Received an email today from one of Paul C Buffs international suppliers stating that they have stopped stocking the products. Here's an except from the email stating why:

Please see the explanation from Paul C Buff inc, Nashville, USA. below:-

“In order to serve customers located outside of the U.S. and Canada, we pursued
relationships with international companies, allowing them to serve as authorized international dealers. Unfortunately, these relationships have ended as this method of sales was not cost effective and, most importantly, kept us too detached from our customers, prohibiting us from offering the kind of customer support that we strive to provide.

In addition we have have to inform you that from the 31st January 2014 that all future repairs will be handled directly by Paul C Buff inc in the USA with the customer required to pay shipping both ways. Complete details regarding foreign customer product repairs will be posted on the Paul C Buff, Inc. USA website after Jan 1, 2014.”

I'v been on the european website and found that is down too, so it's looks like if you want Paul C Buff stuff outside the U.S then you'll have to order from the U.S site and pay for shipping. Might actually work out cheaper than before though, as the UK prices were pretty crazy! 
Anyway, just giving interested people a heads up.


----------



## neuroanatomist (Jan 13, 2014)

Bummer. :'(

They have great stuff, especially the Einstein monolight.


----------



## Sith Zombie (Jan 13, 2014)

neuroanatomist said:


> Bummer. :'(
> 
> They have great stuff, especially the Einstein monolight.

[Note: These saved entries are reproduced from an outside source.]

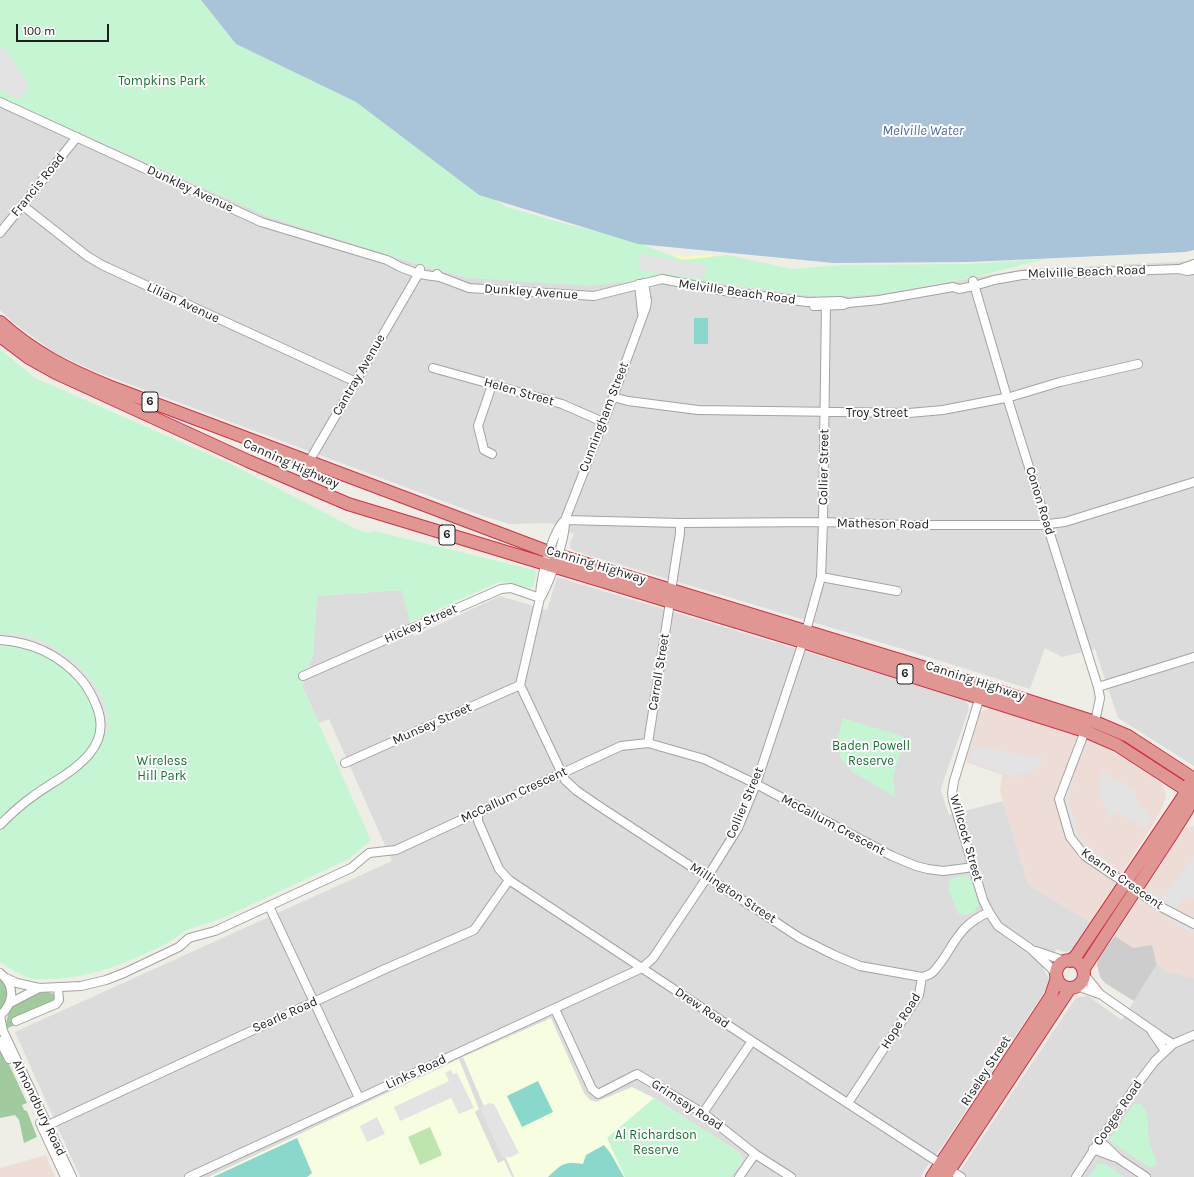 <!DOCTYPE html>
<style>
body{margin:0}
#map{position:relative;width:1194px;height:1177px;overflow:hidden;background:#efeee6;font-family:Karla,sans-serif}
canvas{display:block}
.scale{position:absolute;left:16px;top:24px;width:93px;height:18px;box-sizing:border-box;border:2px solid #1f1f1f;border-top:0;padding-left:5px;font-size:12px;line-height:14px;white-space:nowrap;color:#1f1f1f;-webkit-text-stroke:3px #fff;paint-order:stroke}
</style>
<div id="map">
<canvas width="1194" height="1177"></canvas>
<div class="scale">100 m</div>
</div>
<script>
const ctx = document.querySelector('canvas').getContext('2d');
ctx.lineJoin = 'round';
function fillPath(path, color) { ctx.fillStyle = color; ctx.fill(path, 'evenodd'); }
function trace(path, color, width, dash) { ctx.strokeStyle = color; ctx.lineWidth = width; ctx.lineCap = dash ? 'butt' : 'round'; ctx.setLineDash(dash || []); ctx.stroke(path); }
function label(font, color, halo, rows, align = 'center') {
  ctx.font = font + ' Karla,sans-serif'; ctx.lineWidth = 4; ctx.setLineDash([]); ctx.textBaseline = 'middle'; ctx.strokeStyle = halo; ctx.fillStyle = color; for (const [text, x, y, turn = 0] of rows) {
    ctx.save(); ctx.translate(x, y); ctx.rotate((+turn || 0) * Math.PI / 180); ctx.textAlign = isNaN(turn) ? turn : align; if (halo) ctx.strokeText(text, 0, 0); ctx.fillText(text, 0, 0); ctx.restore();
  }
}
fillPath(new Path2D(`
 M0,97L267,216L423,266L469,278H678L822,297L879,294L1024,269L1178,262L1194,260V766L1118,718L1095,649L1062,657L1045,648L1030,689L899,648L574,551L570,548V543L574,534L551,523L510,524L483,516L94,371L55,353L15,324L0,310Z
 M557,577L937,691L965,700L968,705L969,709L941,788V791L949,815L1003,801L1028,884L1090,922L1071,951L1064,952L1057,949L1043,969L1049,978L1050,983L1047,988L943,1145L926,1168L921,1177H80L15,1032L392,861L329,719L319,723L302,686L313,654L317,596L402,590L414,636L500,596L547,610Z
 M1157,964L1169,972L1194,978V1177H956L1075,999L1079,997L1088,996L1122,1020Z`), '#dddcdc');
fillPath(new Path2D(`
 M991,708L1076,735L1101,745L1141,769L1162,784L1166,795L1162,808L1154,823L1090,922L1028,884L1000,791L1002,775L966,762L980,712Z
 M1194,826V978L1168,972L1115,936L1185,828Z
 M46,1155L55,1177H0V1168Z`), '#eedcd6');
fillPath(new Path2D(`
 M551,1018L584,1093L590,1100L596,1102L632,1087L654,1098L737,1151L743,1157L741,1165L728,1177H514L463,1057Z
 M459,1059L479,1109L475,1112L498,1163L504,1160L512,1177H209Z`), '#f7fde1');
fillPath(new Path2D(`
 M1115,936L1133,948L1152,945L1156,963L1157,964L1134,1001L1105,983L1100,977L1097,965L1098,959Z`), '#cdcdcd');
fillPath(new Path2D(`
 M430,1127L442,1155L420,1165L408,1137Z`), '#bee5b0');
fillPath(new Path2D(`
 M0,978C12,992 10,998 0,1012Z
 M47,992L54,994L55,996L54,1002L19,1023L6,1029C6,1002 25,994 47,992Z
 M0,1045L27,1103L22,1105L24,1110L27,1111L37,1137L24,1143L19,1120L15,1115L0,1118Z`), '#a1cb9e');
fillPath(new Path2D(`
 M674,253L686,257L711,254L714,260L709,263L677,258Z`), '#f8f9b9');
fillPath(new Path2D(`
 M0,0H201L236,44L356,102L454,176L507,207L566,224L628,239L683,260L728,255L791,269L843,265L966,264L1046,259L970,278L879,294L822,297L678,278L653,279L591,286L469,278L423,266L267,216L0,97Z
 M0,349L35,378L231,464L354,528L368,533L374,531L534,570L537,573L533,587C522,589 511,582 499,582L410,622L402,590L317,596L313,654L302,686L371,840L349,859L227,916C215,922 202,924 190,929C182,932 176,938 169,942C132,961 93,978 51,979C44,979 36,980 30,978C19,975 9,968 0,962Z
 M843,718L905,737L893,777L895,797L853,772L841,759L836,743Z
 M967,875L971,880L979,905C976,913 967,916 958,914L948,887L950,879Z
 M654,1098L737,1151L743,1157L741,1165L730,1177H625L607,1138Z
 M1140,1103C1151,1113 1147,1127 1149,1141C1151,1148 1154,1155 1157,1163L1153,1167H1149L1109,1140L1134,1104Z
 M1098,1164H1105L1125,1177H1088Z`), '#c6f5d4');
fillPath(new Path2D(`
 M694,318H708V344H694Z
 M538,1081L553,1112L522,1127L507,1096Z
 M297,1138L312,1173L307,1177H213Z
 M604,1145L611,1154L624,1177H548C562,1164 563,1161 583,1164L586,1155Z`), '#8ad8cb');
fillPath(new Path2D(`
 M5,48L27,82V87L20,101L2,90L0,93V50Z
 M640,254L706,265L704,279L638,270Z
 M0,633L24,635L44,641L74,661L88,676L98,690L105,705L108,719L109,731L104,730L97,698L40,645L24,639L0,638Z
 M972,746L1021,754L1042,759L1040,770L1032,767L1030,776L1020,772L1017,778L969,761Z
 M1101,770L1134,791L1139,806L1152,817L1145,830L1118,812L1109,820L1099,790Z
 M1070,779L1074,781L1068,799L1078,835L1088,848L1084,850L1073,837L1062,801Z
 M1093,851L1113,865L1110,869L1090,855Z
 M1194,856V899L1185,896L1174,911L1145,894L1148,890L1161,897L1165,895Z
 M1173,918L1194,926V933L1171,924Z
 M451,1070L453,1074L457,1073L474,1108L459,1114L451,1098L400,1121L394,1107L449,1081L445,1073Z
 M489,1103L494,1104L519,1153L511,1157H502L480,1108Z
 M377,1117L385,1134L367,1142L360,1126Z`), '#e3e3e3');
fillPath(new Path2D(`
 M201,0H1194V250L1186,252L970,262L834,263L638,244L479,195L356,102L236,44Z`), '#a9c4d9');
const minor = new Path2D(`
 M0,102L261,222L387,260C402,269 422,276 440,277
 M22,205L87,256L102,265L356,382
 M0,233L77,137
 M1180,269L1194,264
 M437,274L440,277L469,288L594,296L662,279L730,292L807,302L841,301L848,303
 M973,281L1007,397L1098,687L1100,698L1095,722
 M644,283L647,301L646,307L613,397L565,520C552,532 540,579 540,598L520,685L565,780L577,791L599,806L800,938L834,955L860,966L922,977C926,976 930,975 933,972C946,959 952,941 965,928C972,921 980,916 989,912
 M639,284L642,313
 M814,306L843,305L848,303L879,300L953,287L959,289L974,286L994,280L1022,275L1179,269L1187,271L1194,270
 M433,368L562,404L603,422
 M492,385L478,426L484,450L492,454
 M613,397L628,401L698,410L909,413L943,410L1010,397L1060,382L1138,364
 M302,484L311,458L419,273L420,269
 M565,520L680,523L823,522L904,525H1040L1065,522L1194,482
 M821,577L897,591
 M671,591L680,533V523
 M541,597C550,581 566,538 565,520
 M806,631L821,577L823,522L826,302
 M0,640C31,642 59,655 80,678C88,687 94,699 98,710C113,755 61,775 32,797C20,805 10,815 0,825
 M303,676L501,589L511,588L540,598
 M1098,687L1194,657
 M981,693L954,781L952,793L953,800L983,900L989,912L998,926L1031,949L1051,968L1056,975
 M1085,731L1059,799L1070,837L1085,856L1161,907L1194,924
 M648,743L670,602
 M345,763L520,685
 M478,812V821L499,869L509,880L752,1041L961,1177
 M269,906L359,1098
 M1036,951L1065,961
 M0,973C16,986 14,1003 0,1016
 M1083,973L1100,994L1162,1037L1173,1044
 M6,978L17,983L39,988L81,986L106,980L124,973L179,947L189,938L215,931L351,868L369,853L396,850L621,746L648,743L704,759L756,784L892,856L916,866L928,869L943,871L974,867
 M1077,986L1099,994
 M10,1003L39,988
 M555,1009L592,1089L598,1094L637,1074L703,1113L755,1154L791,1177
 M0,1016L3,1031L72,1177
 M16,1021L56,1004L59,1000L58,988
 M1152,1032L1165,1051
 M0,1041L9,1059
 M848,1103L919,995L922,977
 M703,1113L752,1041
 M40,1123L65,1177
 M42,1128L385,969L474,930L509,880
 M1099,1140L1119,1159L1146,1177
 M1093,1149L1114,1157
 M189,1177L642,968L653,958L708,876L738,828L756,784L803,642
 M739,1177L755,1154
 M1076,1177L1135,1087L1155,1061L1173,1044L1194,1035`);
const highway = new Path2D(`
 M0,322C34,353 69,370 111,387L557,555L916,665L1095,722L1128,736L1194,779
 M0,336L29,358L56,373L248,461L348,504L803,642L1085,731L1117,745L1194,795
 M1056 974a14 14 0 1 1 28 0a14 14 0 1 1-28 0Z
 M1070,961L1076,956L1183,797L1190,783
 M1083,970L1170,837L1187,810L1194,794
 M932,1177L1051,996L1057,978
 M945,1177L1070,988`);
trace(minor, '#a3a3a3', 10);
trace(highway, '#cd3246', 14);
trace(minor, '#fff', 8);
trace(highway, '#e09693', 12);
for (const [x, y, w] of [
 [150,402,16],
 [447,535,16],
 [905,674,16]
]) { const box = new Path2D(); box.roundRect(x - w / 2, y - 10, w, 20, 3); ctx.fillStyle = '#fff'; ctx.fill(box); trace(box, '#1f1f1f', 1); }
label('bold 12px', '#1f1f1f', null, [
 ["6",150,402],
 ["6",447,535],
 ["6",905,674]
]);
label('13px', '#147531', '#fff', [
 ["Tompkins Park",162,81],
 ["Baden Powell",871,746],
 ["Reserve",871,761],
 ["Wireless",162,761],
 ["Hill Park",162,776],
 ["Al Richardson",656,1135],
 ["Reserve",656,1150]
]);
label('13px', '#1f1f1f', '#fff', [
 ["Francis Road",38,185,-51],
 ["Dunkley Avenue",190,189,25],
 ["Melville Beach Road",1087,272,-2],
 ["Dunkley Avenue",531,292,4],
 ["Melville Beach Road",737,292,8],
 ["Lilian Avenue",183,303,25],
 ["Cantray Avenue",359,375,-60],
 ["Helen Street",519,392,16],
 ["Troy Street",877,413],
 ["Cunningham Street",604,417,-69],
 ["Canning Highway",291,464,24],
 ["Collier Street",824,467,-89],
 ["Conon Road",1040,501,73],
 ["Matheson Road",883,524,1],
 ["Canning Highway",596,565,17],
 ["Hickey Street",421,624,-24],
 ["Carroll Street",659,672,-81],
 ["Canning Highway",975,681,18],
 ["Munsey Street",432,724,-24],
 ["McCallum Crescent",514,795,-25],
 ["Collier Street",745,803,-67],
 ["McCallum Crescent",833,825,28],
 ["Willcock Street",966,838,74],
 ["Kearns Crescent",1122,879,35],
 ["Millington Street",733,893,33],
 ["Drew Road",702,1008,34],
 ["Searle Road",285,1015,-24],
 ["Hope Road",901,1021,-58],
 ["Riseley Street",986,1071,-57],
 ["Links Road",416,1072,-25],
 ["Grimsay Road",687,1105,33],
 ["Almondbury Road",39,1108,64],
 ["Coogee Road",1118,1113,-56]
]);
label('italic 14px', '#526aa7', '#fff', [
 ["Melville Water",923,131]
]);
</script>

Yeah i'v been craving one for awhile, it's fantastic value if your in the states. Any one know of a decent Einstein equivalent in Europe?


----------



## dolina (Jan 13, 2014)

That sucks my Paul C Buff lights were sourced from Australia so they are 220v native


----------



## Sith Zombie (Jan 13, 2014)

dolina said:


> That sucks my Paul C Buff lights were sourced from Australia so they are 220v native


Well I don't know whats going to happen now but it seems like PCB doesn't want the hassle of international partners anymore and is just concentrating on the U.S market for the time being.


----------



## Mt Spokane Photography (Jan 13, 2014)

I suspect that their sales have dropped thru the floor just like all other photography outlets and they were bleeding cash. Hopefully, the economy will recover enough that they can afford to open up international offices again.


----------



## dolina (Jan 13, 2014)

It appears they arent making that much of a profit then.


----------